#### Prompt:
State how many lines in the listing contain the string "limit", and add nothing to that number.

#### Supplied records:

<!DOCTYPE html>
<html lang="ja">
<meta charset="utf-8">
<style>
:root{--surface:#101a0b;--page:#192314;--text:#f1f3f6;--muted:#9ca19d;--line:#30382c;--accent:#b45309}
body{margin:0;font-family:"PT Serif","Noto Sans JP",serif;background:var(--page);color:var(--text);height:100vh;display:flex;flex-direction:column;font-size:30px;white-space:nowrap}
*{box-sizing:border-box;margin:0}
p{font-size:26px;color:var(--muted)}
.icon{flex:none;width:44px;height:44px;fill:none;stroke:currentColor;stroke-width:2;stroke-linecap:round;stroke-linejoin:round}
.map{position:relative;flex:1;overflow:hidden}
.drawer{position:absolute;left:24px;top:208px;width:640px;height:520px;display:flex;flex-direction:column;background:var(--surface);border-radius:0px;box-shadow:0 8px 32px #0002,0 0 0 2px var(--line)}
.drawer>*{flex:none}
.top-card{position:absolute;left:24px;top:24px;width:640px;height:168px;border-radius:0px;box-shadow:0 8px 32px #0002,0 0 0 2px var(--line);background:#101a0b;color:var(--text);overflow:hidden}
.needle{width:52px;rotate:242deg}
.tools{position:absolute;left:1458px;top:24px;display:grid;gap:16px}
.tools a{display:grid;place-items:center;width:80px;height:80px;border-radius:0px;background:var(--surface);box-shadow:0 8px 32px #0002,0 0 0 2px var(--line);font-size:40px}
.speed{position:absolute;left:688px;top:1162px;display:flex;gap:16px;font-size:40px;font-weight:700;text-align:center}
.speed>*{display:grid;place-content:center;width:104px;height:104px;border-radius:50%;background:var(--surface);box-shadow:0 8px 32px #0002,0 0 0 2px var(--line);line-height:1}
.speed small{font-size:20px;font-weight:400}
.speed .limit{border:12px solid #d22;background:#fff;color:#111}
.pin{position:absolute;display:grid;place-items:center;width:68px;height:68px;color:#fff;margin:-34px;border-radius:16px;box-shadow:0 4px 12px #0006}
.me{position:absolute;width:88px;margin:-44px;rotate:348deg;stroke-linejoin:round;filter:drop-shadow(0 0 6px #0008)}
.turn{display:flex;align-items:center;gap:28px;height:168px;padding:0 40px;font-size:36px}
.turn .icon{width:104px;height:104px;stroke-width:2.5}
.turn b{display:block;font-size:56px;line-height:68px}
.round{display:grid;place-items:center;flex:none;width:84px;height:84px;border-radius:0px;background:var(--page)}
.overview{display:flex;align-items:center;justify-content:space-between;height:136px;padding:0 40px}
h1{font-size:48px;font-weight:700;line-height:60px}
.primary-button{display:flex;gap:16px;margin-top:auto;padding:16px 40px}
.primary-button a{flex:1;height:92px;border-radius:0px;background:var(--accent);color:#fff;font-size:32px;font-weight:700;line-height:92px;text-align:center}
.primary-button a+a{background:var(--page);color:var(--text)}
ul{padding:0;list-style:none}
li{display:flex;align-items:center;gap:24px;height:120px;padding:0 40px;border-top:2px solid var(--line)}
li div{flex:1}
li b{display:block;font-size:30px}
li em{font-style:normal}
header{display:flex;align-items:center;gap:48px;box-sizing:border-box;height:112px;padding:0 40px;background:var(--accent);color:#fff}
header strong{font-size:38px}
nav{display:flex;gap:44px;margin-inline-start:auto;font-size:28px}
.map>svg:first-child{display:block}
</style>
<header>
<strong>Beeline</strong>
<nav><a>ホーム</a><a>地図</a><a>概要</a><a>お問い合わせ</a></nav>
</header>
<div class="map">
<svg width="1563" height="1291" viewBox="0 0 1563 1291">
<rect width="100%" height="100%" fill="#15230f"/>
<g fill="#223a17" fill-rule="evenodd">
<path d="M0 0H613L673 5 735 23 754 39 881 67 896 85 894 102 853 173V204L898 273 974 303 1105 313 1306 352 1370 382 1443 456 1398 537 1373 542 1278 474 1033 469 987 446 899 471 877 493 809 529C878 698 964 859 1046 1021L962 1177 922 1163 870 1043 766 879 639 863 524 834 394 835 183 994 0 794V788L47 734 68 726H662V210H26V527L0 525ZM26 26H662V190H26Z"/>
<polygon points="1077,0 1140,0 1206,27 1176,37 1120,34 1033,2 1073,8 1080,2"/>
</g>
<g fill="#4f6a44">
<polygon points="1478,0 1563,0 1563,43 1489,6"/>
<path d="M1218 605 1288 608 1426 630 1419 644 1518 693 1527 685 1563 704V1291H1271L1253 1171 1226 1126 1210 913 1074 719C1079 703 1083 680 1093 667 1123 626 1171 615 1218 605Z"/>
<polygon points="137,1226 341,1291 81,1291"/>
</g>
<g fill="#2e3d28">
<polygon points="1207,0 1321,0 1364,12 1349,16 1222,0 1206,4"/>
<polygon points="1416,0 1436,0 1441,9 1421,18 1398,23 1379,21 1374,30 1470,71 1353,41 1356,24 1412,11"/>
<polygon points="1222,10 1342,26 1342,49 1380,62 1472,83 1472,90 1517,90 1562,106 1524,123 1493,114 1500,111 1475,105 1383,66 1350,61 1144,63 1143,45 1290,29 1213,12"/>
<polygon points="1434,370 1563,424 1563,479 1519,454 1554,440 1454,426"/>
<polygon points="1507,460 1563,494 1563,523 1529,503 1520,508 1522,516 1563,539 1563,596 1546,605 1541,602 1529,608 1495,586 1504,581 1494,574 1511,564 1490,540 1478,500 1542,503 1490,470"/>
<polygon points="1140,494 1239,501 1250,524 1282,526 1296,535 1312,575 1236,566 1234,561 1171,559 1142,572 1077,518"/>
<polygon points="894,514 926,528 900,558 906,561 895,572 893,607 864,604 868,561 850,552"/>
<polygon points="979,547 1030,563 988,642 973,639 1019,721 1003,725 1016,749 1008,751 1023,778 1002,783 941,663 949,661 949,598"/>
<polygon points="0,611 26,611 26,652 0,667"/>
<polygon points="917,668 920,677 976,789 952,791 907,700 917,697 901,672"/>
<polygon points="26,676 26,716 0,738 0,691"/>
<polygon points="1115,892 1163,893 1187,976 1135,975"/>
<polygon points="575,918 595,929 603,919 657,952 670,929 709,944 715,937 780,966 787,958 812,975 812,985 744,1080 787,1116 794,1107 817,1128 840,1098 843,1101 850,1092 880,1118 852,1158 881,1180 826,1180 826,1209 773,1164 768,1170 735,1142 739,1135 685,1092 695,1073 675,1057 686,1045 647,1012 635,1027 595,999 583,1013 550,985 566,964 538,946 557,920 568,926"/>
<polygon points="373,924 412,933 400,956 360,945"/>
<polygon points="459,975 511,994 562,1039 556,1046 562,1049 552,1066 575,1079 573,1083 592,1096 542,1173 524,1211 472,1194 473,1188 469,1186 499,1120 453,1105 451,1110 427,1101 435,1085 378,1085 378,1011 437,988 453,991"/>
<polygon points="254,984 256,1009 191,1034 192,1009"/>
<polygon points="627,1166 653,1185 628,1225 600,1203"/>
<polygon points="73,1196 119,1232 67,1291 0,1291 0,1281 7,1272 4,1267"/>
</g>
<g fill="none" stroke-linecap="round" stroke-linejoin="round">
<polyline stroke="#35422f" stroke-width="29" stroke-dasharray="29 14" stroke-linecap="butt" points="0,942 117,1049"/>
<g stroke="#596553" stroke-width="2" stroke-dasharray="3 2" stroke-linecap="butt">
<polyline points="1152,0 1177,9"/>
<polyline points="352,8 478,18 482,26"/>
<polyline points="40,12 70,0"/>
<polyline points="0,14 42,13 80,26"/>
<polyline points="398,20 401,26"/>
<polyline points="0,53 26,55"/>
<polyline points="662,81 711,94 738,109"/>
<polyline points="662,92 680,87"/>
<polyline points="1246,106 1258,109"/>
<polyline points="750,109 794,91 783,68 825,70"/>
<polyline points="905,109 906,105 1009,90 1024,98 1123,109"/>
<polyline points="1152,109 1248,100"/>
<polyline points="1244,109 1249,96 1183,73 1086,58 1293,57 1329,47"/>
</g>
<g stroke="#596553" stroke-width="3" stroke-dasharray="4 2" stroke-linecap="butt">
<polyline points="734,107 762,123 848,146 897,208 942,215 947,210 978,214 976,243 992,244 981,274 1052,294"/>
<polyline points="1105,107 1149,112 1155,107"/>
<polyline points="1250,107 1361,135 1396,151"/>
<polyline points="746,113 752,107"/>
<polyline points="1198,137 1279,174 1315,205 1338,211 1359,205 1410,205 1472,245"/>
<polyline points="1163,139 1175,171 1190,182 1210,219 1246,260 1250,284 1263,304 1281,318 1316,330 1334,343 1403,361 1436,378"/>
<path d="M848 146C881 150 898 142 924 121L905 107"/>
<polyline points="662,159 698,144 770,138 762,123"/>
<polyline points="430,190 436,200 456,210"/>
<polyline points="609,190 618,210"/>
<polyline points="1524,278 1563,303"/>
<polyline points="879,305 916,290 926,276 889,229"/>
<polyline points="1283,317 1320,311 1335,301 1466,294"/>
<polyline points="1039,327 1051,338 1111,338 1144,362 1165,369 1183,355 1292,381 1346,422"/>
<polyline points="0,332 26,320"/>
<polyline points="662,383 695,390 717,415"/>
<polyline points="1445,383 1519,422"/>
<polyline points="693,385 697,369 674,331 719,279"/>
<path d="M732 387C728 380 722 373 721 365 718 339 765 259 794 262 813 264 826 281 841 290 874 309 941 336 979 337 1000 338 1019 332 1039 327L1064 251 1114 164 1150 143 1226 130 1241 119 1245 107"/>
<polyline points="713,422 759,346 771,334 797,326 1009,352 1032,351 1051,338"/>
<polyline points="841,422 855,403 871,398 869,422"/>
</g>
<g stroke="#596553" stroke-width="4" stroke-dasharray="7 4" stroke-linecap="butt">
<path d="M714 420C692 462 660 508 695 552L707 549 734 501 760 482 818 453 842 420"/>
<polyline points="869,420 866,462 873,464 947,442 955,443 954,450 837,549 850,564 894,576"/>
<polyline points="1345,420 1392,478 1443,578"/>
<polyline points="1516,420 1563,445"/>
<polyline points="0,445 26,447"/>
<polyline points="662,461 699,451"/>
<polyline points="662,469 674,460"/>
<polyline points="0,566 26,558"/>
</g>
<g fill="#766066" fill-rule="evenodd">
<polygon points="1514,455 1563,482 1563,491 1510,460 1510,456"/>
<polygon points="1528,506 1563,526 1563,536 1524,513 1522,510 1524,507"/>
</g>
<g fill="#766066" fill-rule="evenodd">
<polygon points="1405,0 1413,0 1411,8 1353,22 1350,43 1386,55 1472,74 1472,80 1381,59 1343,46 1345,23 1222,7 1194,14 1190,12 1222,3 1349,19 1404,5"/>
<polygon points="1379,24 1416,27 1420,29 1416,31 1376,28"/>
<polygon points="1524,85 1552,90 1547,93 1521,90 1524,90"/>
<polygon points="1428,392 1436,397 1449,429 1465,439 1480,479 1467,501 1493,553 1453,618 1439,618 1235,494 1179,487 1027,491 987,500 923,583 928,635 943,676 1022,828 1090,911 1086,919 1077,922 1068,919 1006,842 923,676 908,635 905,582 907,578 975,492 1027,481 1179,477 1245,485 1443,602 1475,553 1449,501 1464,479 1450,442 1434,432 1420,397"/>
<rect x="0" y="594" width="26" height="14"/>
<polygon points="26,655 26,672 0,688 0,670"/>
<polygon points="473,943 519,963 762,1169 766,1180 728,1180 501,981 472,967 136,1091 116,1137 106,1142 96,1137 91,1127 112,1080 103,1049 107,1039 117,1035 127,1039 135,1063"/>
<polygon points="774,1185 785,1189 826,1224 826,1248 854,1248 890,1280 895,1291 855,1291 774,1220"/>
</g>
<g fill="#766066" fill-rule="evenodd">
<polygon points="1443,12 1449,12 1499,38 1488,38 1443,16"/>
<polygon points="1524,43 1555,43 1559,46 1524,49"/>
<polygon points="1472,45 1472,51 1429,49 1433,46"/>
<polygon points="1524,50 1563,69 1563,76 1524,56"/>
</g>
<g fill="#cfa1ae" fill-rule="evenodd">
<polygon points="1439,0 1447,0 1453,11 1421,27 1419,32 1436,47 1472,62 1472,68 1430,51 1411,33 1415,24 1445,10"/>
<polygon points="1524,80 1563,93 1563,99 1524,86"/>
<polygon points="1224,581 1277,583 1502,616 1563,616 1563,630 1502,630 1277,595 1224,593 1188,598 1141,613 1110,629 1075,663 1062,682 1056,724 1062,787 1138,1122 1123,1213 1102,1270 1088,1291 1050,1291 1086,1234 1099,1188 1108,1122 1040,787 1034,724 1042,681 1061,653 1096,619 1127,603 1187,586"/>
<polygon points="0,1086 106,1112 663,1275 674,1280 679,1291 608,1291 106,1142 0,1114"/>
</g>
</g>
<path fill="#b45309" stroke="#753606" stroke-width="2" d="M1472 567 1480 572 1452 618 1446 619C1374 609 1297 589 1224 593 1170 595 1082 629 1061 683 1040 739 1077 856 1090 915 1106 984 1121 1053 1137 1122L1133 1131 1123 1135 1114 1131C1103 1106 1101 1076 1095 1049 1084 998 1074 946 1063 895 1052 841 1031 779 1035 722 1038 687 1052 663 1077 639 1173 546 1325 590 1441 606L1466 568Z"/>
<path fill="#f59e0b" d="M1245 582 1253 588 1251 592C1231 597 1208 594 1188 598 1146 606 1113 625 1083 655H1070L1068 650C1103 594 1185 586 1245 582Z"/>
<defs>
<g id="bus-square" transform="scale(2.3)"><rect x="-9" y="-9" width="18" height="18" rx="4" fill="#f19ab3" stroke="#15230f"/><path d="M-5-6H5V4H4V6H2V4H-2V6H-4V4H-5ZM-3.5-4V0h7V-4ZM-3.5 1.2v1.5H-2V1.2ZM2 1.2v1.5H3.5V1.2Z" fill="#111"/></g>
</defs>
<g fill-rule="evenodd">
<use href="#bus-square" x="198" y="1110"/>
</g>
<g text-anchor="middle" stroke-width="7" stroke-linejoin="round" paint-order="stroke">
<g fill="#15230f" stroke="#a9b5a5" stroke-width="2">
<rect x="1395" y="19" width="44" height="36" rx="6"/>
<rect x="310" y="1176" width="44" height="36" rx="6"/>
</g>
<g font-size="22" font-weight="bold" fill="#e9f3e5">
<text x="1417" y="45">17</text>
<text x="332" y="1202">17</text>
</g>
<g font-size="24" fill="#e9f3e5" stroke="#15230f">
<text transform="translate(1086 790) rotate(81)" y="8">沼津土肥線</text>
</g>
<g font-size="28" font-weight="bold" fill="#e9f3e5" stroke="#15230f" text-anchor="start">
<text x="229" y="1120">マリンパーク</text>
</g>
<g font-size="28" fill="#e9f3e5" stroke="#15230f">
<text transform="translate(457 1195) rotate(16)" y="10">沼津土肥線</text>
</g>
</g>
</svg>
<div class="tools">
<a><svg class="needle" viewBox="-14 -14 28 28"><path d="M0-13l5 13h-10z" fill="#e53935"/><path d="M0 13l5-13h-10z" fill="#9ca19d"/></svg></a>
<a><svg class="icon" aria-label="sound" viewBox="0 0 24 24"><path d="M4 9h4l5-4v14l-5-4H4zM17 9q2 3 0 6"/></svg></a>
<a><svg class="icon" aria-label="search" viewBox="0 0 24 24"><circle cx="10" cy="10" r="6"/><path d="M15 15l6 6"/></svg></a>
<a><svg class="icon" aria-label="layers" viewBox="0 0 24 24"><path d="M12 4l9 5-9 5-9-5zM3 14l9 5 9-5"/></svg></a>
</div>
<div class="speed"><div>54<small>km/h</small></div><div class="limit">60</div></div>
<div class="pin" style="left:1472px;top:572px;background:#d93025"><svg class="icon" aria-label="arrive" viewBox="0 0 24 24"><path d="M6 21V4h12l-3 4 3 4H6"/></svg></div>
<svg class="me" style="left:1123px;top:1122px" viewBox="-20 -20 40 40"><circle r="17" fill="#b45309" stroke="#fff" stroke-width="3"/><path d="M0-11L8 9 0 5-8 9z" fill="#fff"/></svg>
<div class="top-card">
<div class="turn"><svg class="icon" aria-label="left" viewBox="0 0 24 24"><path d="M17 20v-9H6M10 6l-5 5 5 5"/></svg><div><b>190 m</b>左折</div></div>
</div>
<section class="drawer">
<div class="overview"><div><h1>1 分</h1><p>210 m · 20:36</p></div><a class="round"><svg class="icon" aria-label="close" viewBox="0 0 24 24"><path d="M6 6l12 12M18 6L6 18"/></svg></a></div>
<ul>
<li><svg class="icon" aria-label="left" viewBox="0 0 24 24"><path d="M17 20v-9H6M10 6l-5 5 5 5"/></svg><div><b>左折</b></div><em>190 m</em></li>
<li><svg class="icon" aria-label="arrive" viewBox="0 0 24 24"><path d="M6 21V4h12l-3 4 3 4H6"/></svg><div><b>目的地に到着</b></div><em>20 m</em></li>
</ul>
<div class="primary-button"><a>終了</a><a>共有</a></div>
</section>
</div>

#### Response area:
2